→ Task statement
Beneath this task are records; tally the lines in them that contain "needle" and report only the number.

(Stored items)
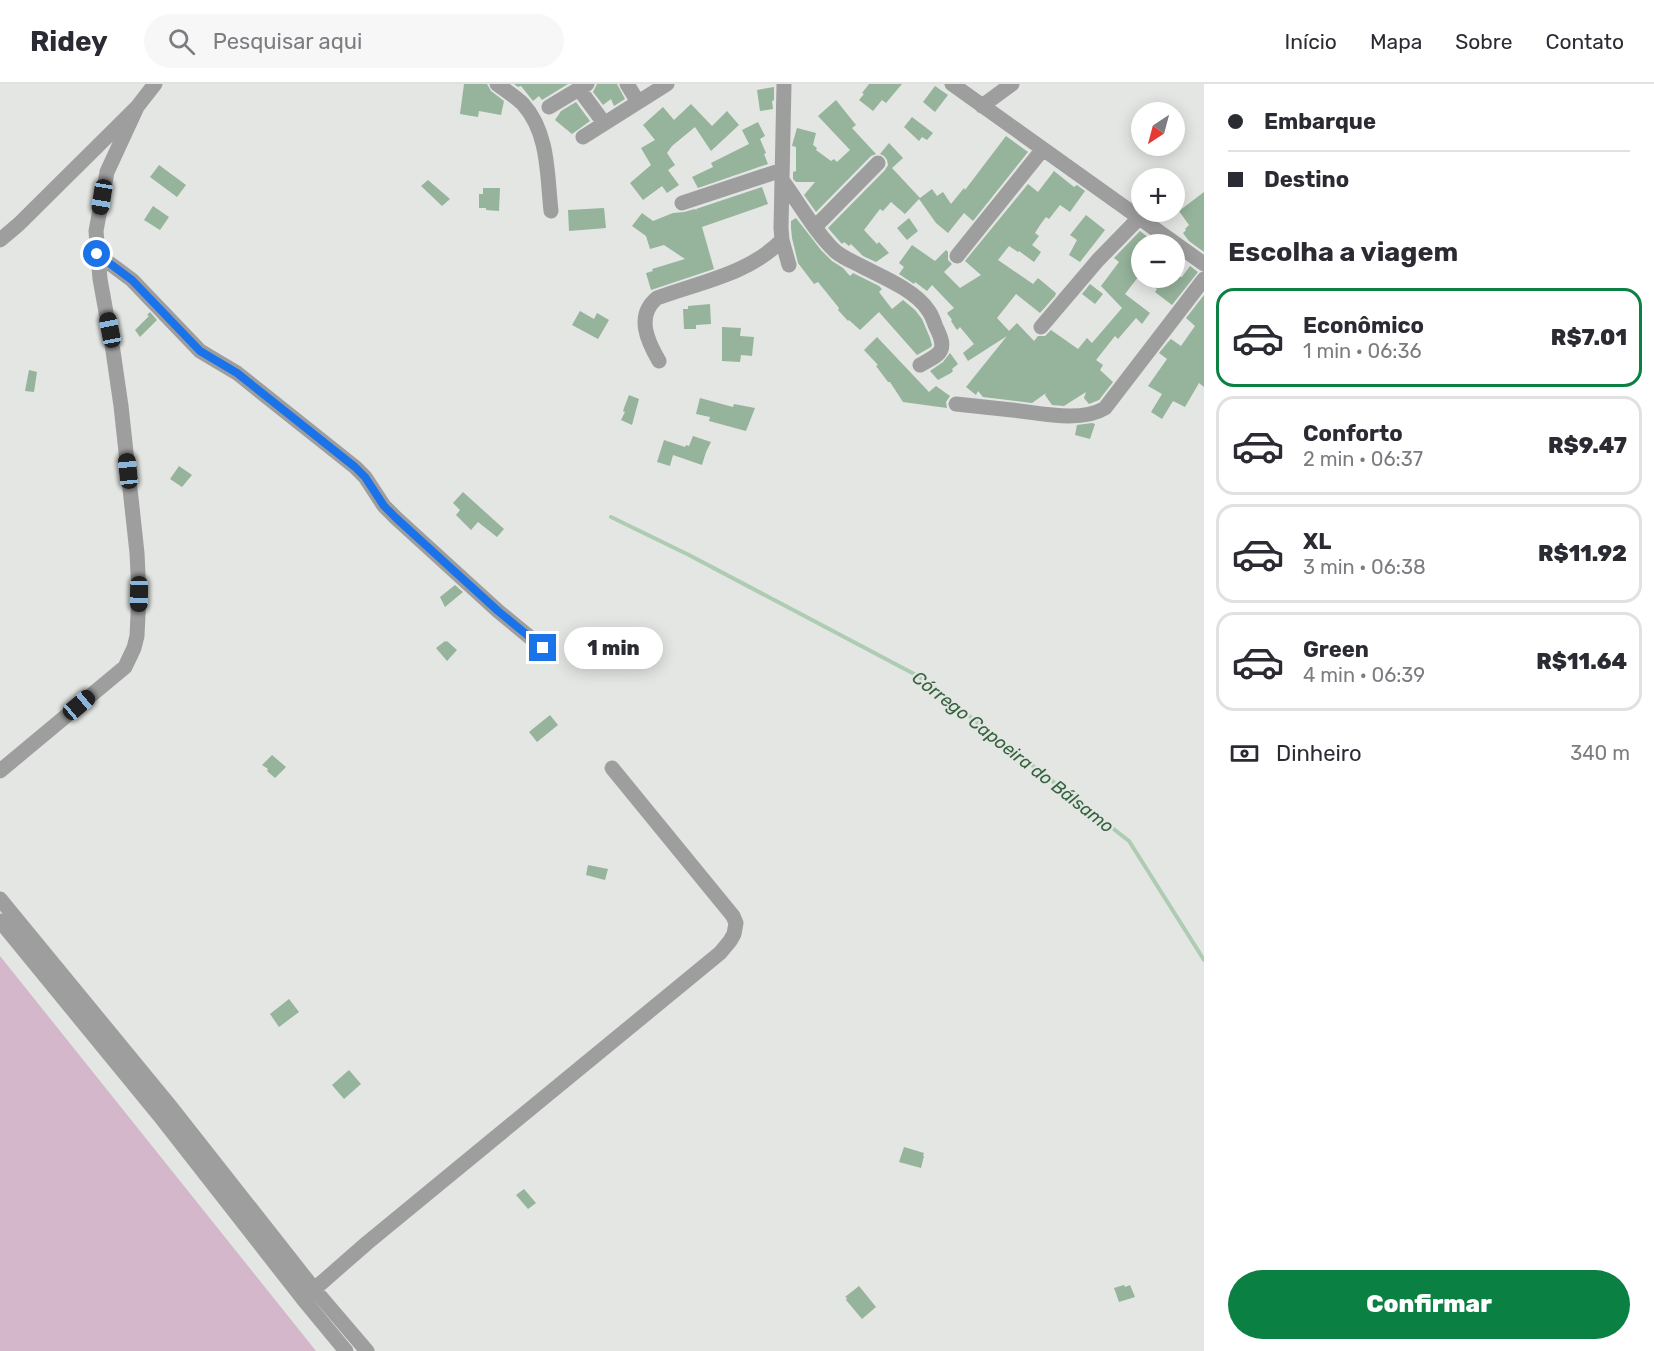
<!DOCTYPE html>
<html lang="pt">
<meta charset="utf-8">
<style>
body{margin:0;font-family:Rubik,sans-serif;background:#f7f7f7;color:#2b2b33;height:100vh;display:flex;flex-direction:column;font-size:22px;white-space:nowrap}
*{box-sizing:border-box;margin:0}
p{font-size:20px;color:#7c7c81}
.icon{flex:none;width:33px;height:33px;fill:none;stroke:currentColor;stroke-width:2;stroke-linecap:round;stroke-linejoin:round}
.map{position:relative;flex:1;overflow:hidden}
.panel{display:flex;flex-direction:column;background:#fff;width:450px}
.panel>*{flex:none}
.hud{display:grid;align-content:center;height:132px;padding:0 24px;background:#fff}
.needle{width:39px;rotate:216deg}
.fabs{position:absolute;left:1131px;top:18px;display:grid;gap:12px}
.fabs a{display:grid;place-items:center;width:54px;height:54px;border-radius:50%;background:#fff;box-shadow:0 3px 15px #0003;font-size:30px}
.end{position:absolute;width:27px;height:27px;margin:-14px;border:8px solid #1a73e8;background:#fff;box-shadow:0 0 0 3px #fff}
.from{border-radius:50%}
.bubble{position:absolute;height:42px;border-radius:21px;background:#fff;box-shadow:0 3px 15px #0003;font-size:20px;font-weight:800;line-height:42px;text-align:center}
.car{position:absolute;width:18px;height:36px;margin:-18px -9px;border-radius:8px;box-shadow:0 0 4px 2px #0007;background:linear-gradient(#222 24%,#8ab4d8 0 40%,#222 0 76%,#8ab4d8 0 86%,#222 0)}
.hud b{display:flex;align-items:center;gap:21px;height:57px;font-size:22px}
.hud b+b{border-top:2px solid #e1e1e2}
.hud i{width:15px;height:15px;background:#2b2b33}
ul{padding:0;list-style:none}
li{display:flex;align-items:center;gap:18px;height:99px;margin:0 12px 9px;padding:0 12px;border:3px solid #e1e1e2;border-radius:18px}
li div{flex:1}
li b{display:block;font-size:22px}
li em{font-style:normal;font-weight:800}
li.on{border-color:#0b8043}
li>.icon{width:54px;height:54px;stroke-width:1.5}
h2{padding:0 24px;font-size:27px;line-height:72px}
.pay{display:flex;align-items:center;gap:15px;height:66px;padding:0 24px;font-size:22px}
.pay p{margin-inline-start:auto}
.primary-button{display:flex;gap:12px;margin-top:auto;padding:12px 24px}
.primary-button a{flex:1;height:69px;border-radius:36px;background:#0b8043;color:#fff;font-size:24px;font-weight:800;line-height:69px;text-align:center}
header{display:flex;align-items:center;gap:36px;box-sizing:border-box;height:84px;padding:0 30px;background:#fff;border-bottom:2px solid #e1e1e2}
header strong{font-size:28px}
nav{display:flex;gap:33px;margin-inline-start:auto;font-size:21px}
.search{width:420px;height:54px;background:#f7f7f7;display:flex;align-items:center;gap:15px;box-sizing:border-box;padding:0 21px;border-radius:33px;color:#7c7c81;font-size:22px}
main{display:flex;flex:1;min-height:0}
.map>svg:first-child{display:block}
</style>
<header>
<strong>Ridey</strong>
<div class="search"><svg class="icon" aria-label="search" viewBox="0 0 24 24"><circle cx="10" cy="10" r="6"/><path d="M15 15l6 6"/></svg>Pesquisar aqui</div>
<nav><a>Início</a><a>Mapa</a><a>Sobre</a><a>Contato</a></nav>
</header>
<main>
<div class="map">
<svg width="1204" height="1267" viewBox="0 0 1204 1267">
<rect width="100%" height="100%" fill="#e3e6e3"/>
<!-- green -->
<path fill="#d4b7ca" d="M0,872L316,1267H0Z"/>
<g fill="none" stroke-linecap="round" stroke-linejoin="round">
<!-- stream -->
<path stroke="#aeccb2" stroke-width="4" d="M611,433L689,471L918,592L1129,757L1204,876"/>
</g>
<!-- building -->
<path fill="#96b39b" d="M464,0H487L491,7L504,17L501,31L479,27L478,33L460,30Z
M514,0H568L542,16L539,12L533,17L521,2L518,3Z
M597,0H617L625,15L614,22L611,15L603,21L593,8Z
M869,0H902L886,19L882,16L873,27L859,16L864,10L862,9Z
M935,2L948,11L935,28L923,18Z
M774,3V16L772,17L773,25L760,27L757,6Z
M836,16L856,41L852,44L876,70L871,72L816,128L804,111L815,98H796L793,95V88L796,87V63L792,62L793,58L797,44L816,49L813,61L817,64L816,66L831,77L834,75L837,78L850,66L818,32Z
M576,18L590,37L572,50L555,36L561,27Z
M691,20L712,42L727,27L739,41L711,67L695,43L672,62L667,69L675,81L668,86L679,101L667,109L662,102L643,116L630,99L651,81L641,64L655,56L643,41L663,23L674,36Z
M912,33L933,49L927,56L922,53L919,57L904,43Z
M758,38L765,52L760,55L766,69L764,70L768,80L698,104L692,93L713,83L711,79L749,60L742,46Z
M1006,52L1028,68L973,137L964,129L948,149L936,139L919,115L905,130L891,118L883,127L880,125L864,146L877,160L879,158L889,169L876,178L863,172L851,160L849,162L844,158L842,160L828,144L885,86L888,81L887,76L884,72L880,70L889,59L903,74L892,84L920,114L932,105L937,112L943,108L951,120L964,104L965,106Z
M159,81L186,101L177,113L150,93Z
M1054,87L1074,103L1077,101L1085,107L1070,128L1060,121L1049,135L1046,133L1040,141L1035,149L1039,152L1032,161L1041,168L1034,178L1019,167L1018,168L1009,162L998,176L1033,200L1038,194L1056,209L1055,212L1040,229L1016,210L997,234L1010,248L1009,247L1017,239L1034,257L1038,252H1045L1051,246L1078,265L1087,254L1092,259L1122,224L1101,202L1119,178L1114,174L1140,147L1149,154L1144,160H1142V188L1125,210L1150,229L1142,240L1136,234L1118,255L1115,252L1096,276L1103,281L1100,286L1113,298L1099,316L1089,320L1084,314L1086,308L1064,322L1052,321L1045,311L1046,309L1032,319L983,313L978,307L976,311L966,303L1007,252L968,277L963,269L974,260L960,243L957,246L951,237L952,236L947,229L954,224L932,201L927,207L915,198L914,200L899,190L904,183L899,179L912,161L935,177L946,166L948,168V176L952,180L944,188L960,204L981,191L965,177L1028,100L1038,108Z
M428,96L450,115L442,122L421,102Z
M762,103L768,120L702,143L714,185L651,206L646,189L653,187L652,185L685,175L664,161L650,165L646,152L632,142L642,129L653,137L673,129L684,128L695,125L697,127L696,125Z
M483,104H500L499,127L486,126V124H479V110H483Z
M1204,108V168L1189,157L1183,149L1186,146L1185,145L1189,141L1179,127Z
M153,122L169,133L160,146L144,136Z
M604,124L606,144L569,147L568,126Z
M1086,131L1105,146L1080,178L1069,171L1077,156L1070,151Z
M796,134L821,166L832,177L843,184L850,192L853,189L879,202L882,205L879,208L892,225L903,216L915,226L922,235L930,254L932,261L931,263L917,271L879,228L860,246L849,236L848,237L838,226L839,224L818,198L814,200L798,179L792,154L791,144V137Z
M909,134L918,147L907,156L897,144Z
M1190,182L1198,188L1172,221L1155,208L1157,205L1142,194L1182,193Z
M1090,200L1103,210L1095,220L1082,210Z
M1204,211V303L1199,299L1185,323L1173,317L1162,335L1151,328L1162,310L1148,302L1167,275L1159,269L1168,258L1171,255L1181,262L1195,242L1186,234Z
M710,220L711,240L696,241V245H684L683,225H688V222Z
M580,227L594,235L597,229L609,236L598,255L572,241Z
M150,228L157,236L140,253L135,246L149,232L147,231Z
M722,243L741,244L740,252L754,253L752,272L741,271L740,278L722,277Z
M877,253L929,308L936,302L950,312L946,318L947,324L903,318L890,298H888L876,282L878,281L864,266Z
M950,269L958,280L952,285L953,287L951,289L938,296L930,287L943,278Z
M29,286L37,288L34,308L25,307Z
M629,311L639,315L632,341L621,336L625,328L623,327L624,324Z
M700,314L733,323L734,320L755,324L746,347L709,337L710,333L696,330Z
M1092,339L1095,340L1090,355L1075,351L1077,341Z
M693,352L711,358L706,368L702,381L673,371L670,382L657,378L664,356L685,363L686,361L689,362Z
M179,382L192,391L182,403L170,395Z
M463,408L504,445L497,453L478,438L471,446L456,431L460,426L453,419Z
M455,501L463,508L445,523L440,513Z
M445,557L446,558L447,557L457,566L447,577L436,564Z
M550,631L558,641L537,658L529,648Z
M272,671L286,683L275,694L267,687L268,685L262,681Z
M588,781L608,785L605,796L586,791Z
M289,915L299,928L279,943L270,930Z
M349,986L361,1000L344,1015L332,1001Z
M904,1063L924,1069L923,1072H924L921,1084L899,1078Z
M524,1105L536,1119L528,1125L516,1111Z
M1124,1201L1125,1203L1130,1201L1135,1213L1119,1218L1114,1204Z
M859,1202L876,1223L862,1235L846,1216L847,1214L845,1213Z"/>
<g fill="none" stroke-linecap="round" stroke-linejoin="round">
<!-- minor -->
<path stroke="#9f9e9f" stroke-width="15" d="M497,0C505,6 516,13 523,20C549,49 547,91 551,127
M627,0L638,18
M784,0L781,144L782,156L789,181
M952,0L1204,180
M579,5L604,39
M982,22L1012,0
M549,23L587,0
M583,53L667,0
M782,96C799,119 815,148 835,167C843,174 854,178 863,183C883,193 916,207 928,226C932,231 934,238 936,243C948,267 941,270 920,281
M682,119L782,86
M816,142L878,79
M0,156L19,140L137,23L155,0
M97,170L132,196L200,267L237,289L355,383L365,393L384,422L396,434L498,527L543,564
M957,172L1043,65
M1041,243L1098,176L1140,133
M659,277C648,258 635,232 657,214C700,198 749,190 782,156
M956,320C975,322 994,324 1012,326C1040,329 1081,339 1105,324L1204,195
M0,687L125,583L134,564L137,552L139,510L137,469L121,322L113,267L100,195L96,147L107,88L137,23
M0,815L170,1022L314,1205L367,1267
M0,837L159,1031L303,1215L346,1267
M303,1215L367,1159L720,869L730,857L734,850L736,839L733,832L612,684"/>
</g>
<g fill="none" stroke-linecap="round" stroke-linejoin="round">
<!-- route -->
<path stroke="#1a73e8" stroke-width="8" d="M97,170L132,196L200,267L237,289L355,383L365,393L384,422L396,434L498,527L543,564"/>
</g>
<g text-anchor="middle" dominant-baseline="central" stroke-width="4.5" stroke-linejoin="round" paint-order="stroke">
<!-- water labels -->
<g font-size="18" font-style="italic" fill="#35633f" stroke="#e3e6e3">
<text transform="translate(1013 668) rotate(38)">Córrego Capoeira do Bálsamo</text>
</g>
</g>
</svg>
<div class="fabs">
<a><svg class="needle" viewBox="-14 -14 28 28"><path d="M0-13l5 13h-10z" fill="#e53935"/><path d="M0 13l5-13h-10z" fill="#7c7c81"/></svg></a>
<a>+</a>
<a>−</a>
</div>
<i class="end from" style="left:97px;top:170px"></i>
<i class="end" style="left:543px;top:564px"></i>
<div class="bubble" style="left:564px;top:543px;width:99px">1 min</div>
<i class="car" style="left:102px;top:113px;rotate:189deg"></i>
<i class="car" style="left:110px;top:246px;rotate:349deg"></i>
<i class="car" style="left:128px;top:387px;rotate:354deg"></i>
<i class="car" style="left:139px;top:510px;rotate:181deg"></i>
<i class="car" style="left:79px;top:621px;rotate:50deg"></i>
</div>
<section class="panel">
<div class="hud">
<b><i class="from"></i>Embarque</b>
<b><i></i>Destino</b>
</div>
<h2>Escolha a viagem</h2>
<ul>
<li class="on"><svg class="icon" aria-label="car" viewBox="0 0 24 24"><path d="M5 17H2v-5l4-1 3-4h7l3 4 3 1v5h-3M9 17h6M6 11h13"/><circle cx="7" cy="17" r="2"/><circle cx="17" cy="17" r="2"/></svg><div><b>Econômico</b><p>1 min · 06:36</p></div><em>R$7.01</em></li>
<li><svg class="icon" aria-label="car" viewBox="0 0 24 24"><path d="M5 17H2v-5l4-1 3-4h7l3 4 3 1v5h-3M9 17h6M6 11h13"/><circle cx="7" cy="17" r="2"/><circle cx="17" cy="17" r="2"/></svg><div><b>Conforto</b><p>2 min · 06:37</p></div><em>R$9.47</em></li>
<li><svg class="icon" aria-label="car" viewBox="0 0 24 24"><path d="M5 17H2v-5l4-1 3-4h7l3 4 3 1v5h-3M9 17h6M6 11h13"/><circle cx="7" cy="17" r="2"/><circle cx="17" cy="17" r="2"/></svg><div><b>XL</b><p>3 min · 06:38</p></div><em>R$11.92</em></li>
<li><svg class="icon" aria-label="car" viewBox="0 0 24 24"><path d="M5 17H2v-5l4-1 3-4h7l3 4 3 1v5h-3M9 17h6M6 11h13"/><circle cx="7" cy="17" r="2"/><circle cx="17" cy="17" r="2"/></svg><div><b>Green</b><p>4 min · 06:39</p></div><em>R$11.64</em></li>
</ul>
<div class="pay"><svg class="icon" aria-label="cash" viewBox="0 0 24 24"><path d="M3 7h18v10H3z"/><circle cx="12" cy="12" r="2"/></svg>Dinheiro<p>340 m</p></div>
<div class="primary-button"><a>Confirmar</a></div>
</section>
</main>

→ Solution to the problem
2